LIBERTARIAN LEANINGS
While Romney's campaign uses the personal touch, Paul's operation is wooing Mormons with policy. It plays up his strict adherence to the Constitution, which Mormons view as a divinely inspired document, and promises to shrink the U.S. government and budget by $1 trillion his first year.
To cut defense spending, for example, Paul wants to pull U.S. military forces out of Iraq, Afghanistan and other war zones as he carries out a non*interventionist foreign policy.
Michael Cox, a sixth-generation Mormon who caucused for Romney in 2008, said Paul has won him over because of those strict fiscal stances as the U.S. debt hits a record $15 trillion.
"The day of reckoning is going to come unless this reckless spending stops," said Cox, 30. "It's going to destroy our country, and probably in our generation, unless something is done."

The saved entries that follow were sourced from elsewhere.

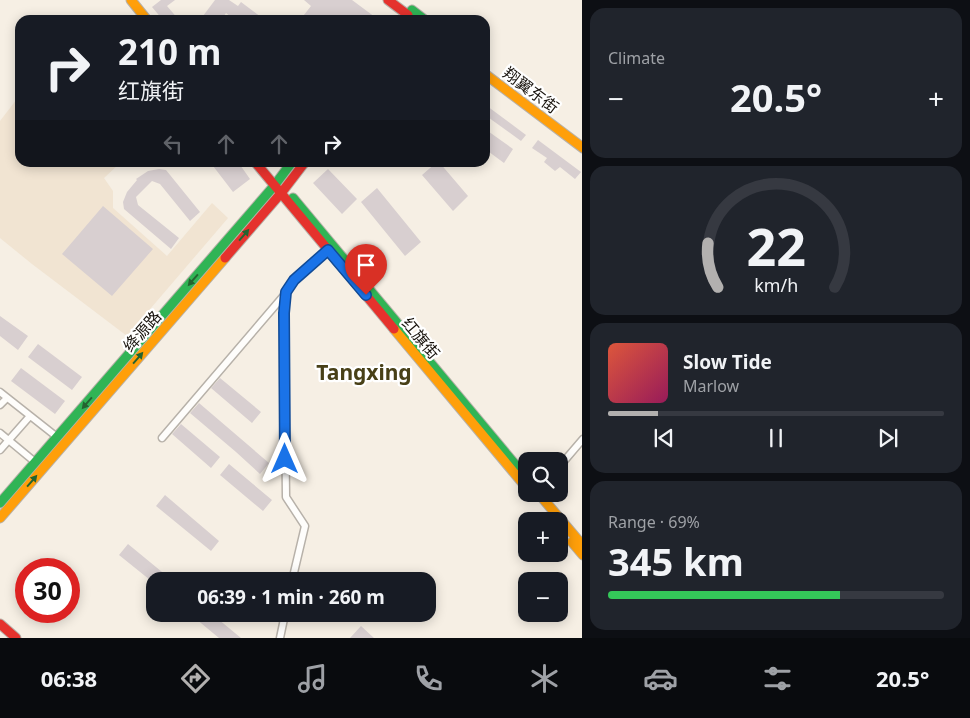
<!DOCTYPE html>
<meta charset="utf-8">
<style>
:root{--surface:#171b24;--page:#20242c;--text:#f1f3f6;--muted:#9ea1a6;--line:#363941;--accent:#b2b0af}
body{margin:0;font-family:"Noto Sans","Noto Sans SC",sans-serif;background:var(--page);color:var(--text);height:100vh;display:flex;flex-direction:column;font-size:19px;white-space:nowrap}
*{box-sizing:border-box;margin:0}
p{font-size:16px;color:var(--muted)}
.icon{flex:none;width:28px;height:28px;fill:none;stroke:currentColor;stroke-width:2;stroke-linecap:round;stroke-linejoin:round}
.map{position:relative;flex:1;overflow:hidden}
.drawer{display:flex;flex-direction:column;gap:8px;padding:8px;background:#0d0f14;width:388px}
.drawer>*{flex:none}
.guide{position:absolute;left:15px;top:15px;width:475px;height:152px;border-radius:15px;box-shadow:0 2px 12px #0003;background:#171b24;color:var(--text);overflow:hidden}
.tools{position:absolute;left:518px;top:452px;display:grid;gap:10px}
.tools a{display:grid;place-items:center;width:50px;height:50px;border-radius:10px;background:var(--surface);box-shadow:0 2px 12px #0003;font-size:25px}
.speed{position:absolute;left:15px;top:558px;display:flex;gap:10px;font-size:25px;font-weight:700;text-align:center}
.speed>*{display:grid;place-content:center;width:65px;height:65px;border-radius:50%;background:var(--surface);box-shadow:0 2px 12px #0003;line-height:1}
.speed .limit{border:8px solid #d22;background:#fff;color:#111}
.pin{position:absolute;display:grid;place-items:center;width:42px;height:42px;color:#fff;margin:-51px -21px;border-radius:50% 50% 50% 0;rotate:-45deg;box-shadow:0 0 5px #0007}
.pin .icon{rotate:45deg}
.me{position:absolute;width:55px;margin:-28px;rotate:0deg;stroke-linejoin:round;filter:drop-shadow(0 0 4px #0008)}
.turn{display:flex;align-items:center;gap:18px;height:105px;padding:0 20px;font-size:22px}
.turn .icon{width:65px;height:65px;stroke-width:2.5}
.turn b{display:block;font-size:35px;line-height:42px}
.lanes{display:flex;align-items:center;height:48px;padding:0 20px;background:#0003;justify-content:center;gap:25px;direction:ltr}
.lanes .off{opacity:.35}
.big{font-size:38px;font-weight:700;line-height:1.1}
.drawer .widget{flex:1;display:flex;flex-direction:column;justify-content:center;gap:8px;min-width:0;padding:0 18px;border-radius:15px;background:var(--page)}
.drawer .dial{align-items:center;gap:0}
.dial svg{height:130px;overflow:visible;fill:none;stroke:var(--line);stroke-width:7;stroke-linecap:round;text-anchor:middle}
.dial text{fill:var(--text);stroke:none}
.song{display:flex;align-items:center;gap:15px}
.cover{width:60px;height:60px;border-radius:8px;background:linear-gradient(135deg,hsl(10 70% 55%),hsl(330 70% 35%))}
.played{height:5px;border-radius:2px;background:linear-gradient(90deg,var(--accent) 15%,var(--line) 15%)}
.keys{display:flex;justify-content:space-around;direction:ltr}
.heat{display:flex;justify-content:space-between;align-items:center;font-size:28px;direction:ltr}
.charge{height:8px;border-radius:4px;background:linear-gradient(90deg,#34c759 69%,var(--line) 0)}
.trip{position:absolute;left:146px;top:572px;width:290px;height:50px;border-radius:15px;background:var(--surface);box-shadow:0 2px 12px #0003;font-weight:700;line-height:50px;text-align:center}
.tabs{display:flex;height:80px;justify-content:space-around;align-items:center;background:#090b0e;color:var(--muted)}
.tabs .icon{width:35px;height:35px}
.tabs .current{color:var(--accent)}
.tabs b{font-size:22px;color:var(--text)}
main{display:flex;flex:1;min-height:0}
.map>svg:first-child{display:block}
.built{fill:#f1e4d2}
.building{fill:#d8cfd0}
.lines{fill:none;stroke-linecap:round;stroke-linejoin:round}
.street-casing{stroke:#b7b1a9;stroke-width:9}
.fast-casing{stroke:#b7b1a9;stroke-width:11}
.slow-casing{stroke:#b7b1a9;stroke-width:11}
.jam-casing{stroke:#b7b1a9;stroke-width:11}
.street{stroke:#fefdfb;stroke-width:6}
.fast{stroke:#30b455;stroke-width:9}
.slow{stroke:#ff9f0a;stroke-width:9}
.jam{stroke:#e5322d;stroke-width:9}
.oneway{fill:#246330}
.route-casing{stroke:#114b97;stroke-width:12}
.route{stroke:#1a73e8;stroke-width:9}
.labels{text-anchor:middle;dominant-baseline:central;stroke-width:4.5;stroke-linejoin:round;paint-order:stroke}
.street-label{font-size:16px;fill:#17120c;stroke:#fff}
.district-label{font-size:21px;font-weight:bold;fill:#484017;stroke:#fff}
</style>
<main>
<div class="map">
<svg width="583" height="638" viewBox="0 0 583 638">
<rect width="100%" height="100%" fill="#f6efe4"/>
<path class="built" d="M 20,95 L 20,162 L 120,163 L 104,178 L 113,191 L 113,208 L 167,256 L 212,203 L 228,218 L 127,336 L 32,264 L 0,238 L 0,121 Z"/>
<path class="building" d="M 161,0 L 175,0 L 167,6 L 179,20 L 163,20 L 152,7 Z
M 215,0 L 229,0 L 238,6 L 241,2 L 265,20 L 235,20 L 226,13 L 221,20 L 200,20 Z
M 304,0 L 352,0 L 379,20 L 360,20 L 356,17 L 354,20 L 300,20 L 311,6 Z
M 487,106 L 526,135 L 521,141 L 485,115 L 485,109 Z
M 485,129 L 513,149 L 504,163 L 485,149 Z
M 538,140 L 581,172 L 575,179 L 560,167 L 555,171 L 544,162 L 547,158 L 532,148 Z
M 210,162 L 238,162 L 250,179 L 233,192 Z
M 437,162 L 439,162 L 468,196 L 453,211 L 422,175 Z
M 159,169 L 166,170 L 200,212 L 190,221 L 160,184 L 152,181 L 136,197 L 138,205 L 179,238 L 171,249 L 124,209 L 123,202 L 127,192 L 137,180 L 136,179 L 148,171 Z
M 328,169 L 357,199 L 342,214 L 313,183 Z
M 377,188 L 421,242 L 405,256 L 361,202 Z
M 103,206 L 153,249 L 112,296 L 62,254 Z
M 0,316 L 28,336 L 18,350 L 0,336 Z
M 38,344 L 82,377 L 72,390 L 28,357 Z
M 21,368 L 65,401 L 55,414 L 11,381 Z
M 220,378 L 261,412 L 252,423 L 211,388 Z
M 199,403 L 269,463 L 260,474 L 236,452 L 190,413 Z
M 181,424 L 220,457 L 211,468 L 172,434 Z
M 229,464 L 272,500 L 263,511 L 220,475 Z
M 165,495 L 219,541 L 211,551 L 156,506 Z
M 128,544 L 173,581 L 155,581 L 155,584 L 119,555 Z
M 190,614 L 212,614 L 241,638 L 219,638 Z
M 361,626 L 374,638 L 350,638 Z"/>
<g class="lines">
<defs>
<path id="street" d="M 0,392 L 57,437
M 0,405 L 7,398
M 0,433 L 35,462
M 162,438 L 286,293
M 0,450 L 30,416
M 559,467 L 583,439
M 292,581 L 305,526 L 286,497 L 284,313 L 286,292 L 294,280 L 328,250
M 280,638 L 285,614"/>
<path id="fast" d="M 404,20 L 412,10 L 425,20
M 293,198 L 518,468
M 0,503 L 274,186 L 292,162"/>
<path id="slow" d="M 131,0 L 147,20
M 485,74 L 583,148
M 394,329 L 526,487
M 539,494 L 583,546
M 0,518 L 225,258
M 572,542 L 583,555"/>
<path id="jam" d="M 388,0 L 408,15
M 255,162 L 394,329
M 225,258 L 282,192 L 305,162
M 0,624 L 16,638"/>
</defs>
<use href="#street" class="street-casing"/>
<use href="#fast" class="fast-casing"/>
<use href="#slow" class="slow-casing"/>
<use href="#jam" class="jam-casing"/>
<use href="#street" class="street"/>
<use href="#fast" class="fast"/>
<use href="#slow" class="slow"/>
<use href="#jam" class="jam"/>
</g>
<defs><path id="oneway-solid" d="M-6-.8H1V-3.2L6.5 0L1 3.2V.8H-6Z" transform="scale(1.25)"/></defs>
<g class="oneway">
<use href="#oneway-solid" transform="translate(244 235) rotate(-49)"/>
<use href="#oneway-solid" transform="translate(193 280) rotate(131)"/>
<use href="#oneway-solid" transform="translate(138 358) rotate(-49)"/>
<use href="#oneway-solid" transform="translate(87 403) rotate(131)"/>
<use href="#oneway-solid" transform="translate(32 481) rotate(-49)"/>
</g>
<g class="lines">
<defs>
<path id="route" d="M 285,459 L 284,313 L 286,292 L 294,280 L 328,250 L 366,295"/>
</defs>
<use href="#route" class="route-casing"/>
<use href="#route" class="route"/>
</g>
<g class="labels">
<g class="street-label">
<text transform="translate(531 90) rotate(37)">翔翼东街</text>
<text transform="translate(142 331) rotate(-49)">绛源路</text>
<text transform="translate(421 338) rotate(50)">红旗街</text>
</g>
<g class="district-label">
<text x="364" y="372">Tangxing</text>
</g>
</g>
</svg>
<div class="tools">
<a><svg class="icon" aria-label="search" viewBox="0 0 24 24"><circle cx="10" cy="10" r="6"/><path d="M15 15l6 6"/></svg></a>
<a>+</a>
<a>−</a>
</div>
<div class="speed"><div class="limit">30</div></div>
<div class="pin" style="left:366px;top:295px;background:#d93025"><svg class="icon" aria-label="arrive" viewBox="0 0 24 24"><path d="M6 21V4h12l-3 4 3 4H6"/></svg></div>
<svg class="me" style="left:285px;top:459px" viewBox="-20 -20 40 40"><path d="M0-17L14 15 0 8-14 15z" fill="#1a73e8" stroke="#fff" stroke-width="4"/></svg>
<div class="trip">06:39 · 1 min · 260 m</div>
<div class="guide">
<div class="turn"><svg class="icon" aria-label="right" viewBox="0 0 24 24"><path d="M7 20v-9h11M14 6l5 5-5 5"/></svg><div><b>210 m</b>红旗街</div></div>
<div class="lanes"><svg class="icon off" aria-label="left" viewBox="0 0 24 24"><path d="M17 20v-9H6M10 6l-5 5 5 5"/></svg><svg class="icon off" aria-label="ahead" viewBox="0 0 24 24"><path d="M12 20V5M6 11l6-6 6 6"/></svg><svg class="icon off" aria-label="ahead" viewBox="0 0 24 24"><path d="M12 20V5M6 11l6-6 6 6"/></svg><svg class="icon" aria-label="right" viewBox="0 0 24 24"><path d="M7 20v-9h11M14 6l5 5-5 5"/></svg></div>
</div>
</div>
<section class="drawer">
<div class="widget"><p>Climate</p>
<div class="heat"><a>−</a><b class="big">20.5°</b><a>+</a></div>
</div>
<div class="widget dial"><svg viewBox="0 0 100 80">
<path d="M14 69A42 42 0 1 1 86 69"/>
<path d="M14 69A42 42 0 0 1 8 42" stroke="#b2b0af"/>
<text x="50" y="56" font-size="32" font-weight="700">22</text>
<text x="50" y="72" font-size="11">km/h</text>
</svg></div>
<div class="widget">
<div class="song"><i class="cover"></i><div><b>Slow Tide</b><p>Marlow</p></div></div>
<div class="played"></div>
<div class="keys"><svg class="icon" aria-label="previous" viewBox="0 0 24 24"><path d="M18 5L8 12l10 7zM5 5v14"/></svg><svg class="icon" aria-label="pause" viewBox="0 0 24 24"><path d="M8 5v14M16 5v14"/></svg><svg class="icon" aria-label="next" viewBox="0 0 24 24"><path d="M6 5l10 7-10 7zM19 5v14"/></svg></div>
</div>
<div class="widget"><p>Range · 69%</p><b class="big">345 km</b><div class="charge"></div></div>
</section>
</main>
<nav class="tabs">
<b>06:38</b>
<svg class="icon current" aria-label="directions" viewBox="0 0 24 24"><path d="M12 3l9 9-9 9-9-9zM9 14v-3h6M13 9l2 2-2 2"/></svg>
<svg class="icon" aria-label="music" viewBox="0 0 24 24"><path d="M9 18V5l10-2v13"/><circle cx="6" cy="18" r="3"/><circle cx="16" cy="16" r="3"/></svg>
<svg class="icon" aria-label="phone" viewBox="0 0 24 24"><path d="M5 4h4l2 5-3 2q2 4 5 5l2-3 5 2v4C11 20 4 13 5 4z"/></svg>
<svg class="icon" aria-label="climate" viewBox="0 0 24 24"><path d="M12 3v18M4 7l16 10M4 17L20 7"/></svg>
<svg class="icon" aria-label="car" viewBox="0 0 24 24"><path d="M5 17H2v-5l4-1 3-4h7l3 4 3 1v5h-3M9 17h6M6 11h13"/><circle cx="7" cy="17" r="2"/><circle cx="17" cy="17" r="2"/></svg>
<svg class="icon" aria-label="filters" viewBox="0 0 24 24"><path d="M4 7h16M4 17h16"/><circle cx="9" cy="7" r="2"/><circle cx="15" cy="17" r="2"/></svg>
<b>20.5°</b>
</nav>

Cox said he doesn't agree 100 percent with Paul, but believes he would shake things up more than Romney, whom he sees as an establishment GOP figure tailor-made for Washington.
For now, the rest of Cox's family is leaning toward Romney as the safer choice.
"My father says he agrees with two-thirds of what Ron Paul says, but the one-third concerns him enough that he doesn't know who he's going to vote for," Cox said, adding his father lives in Utah.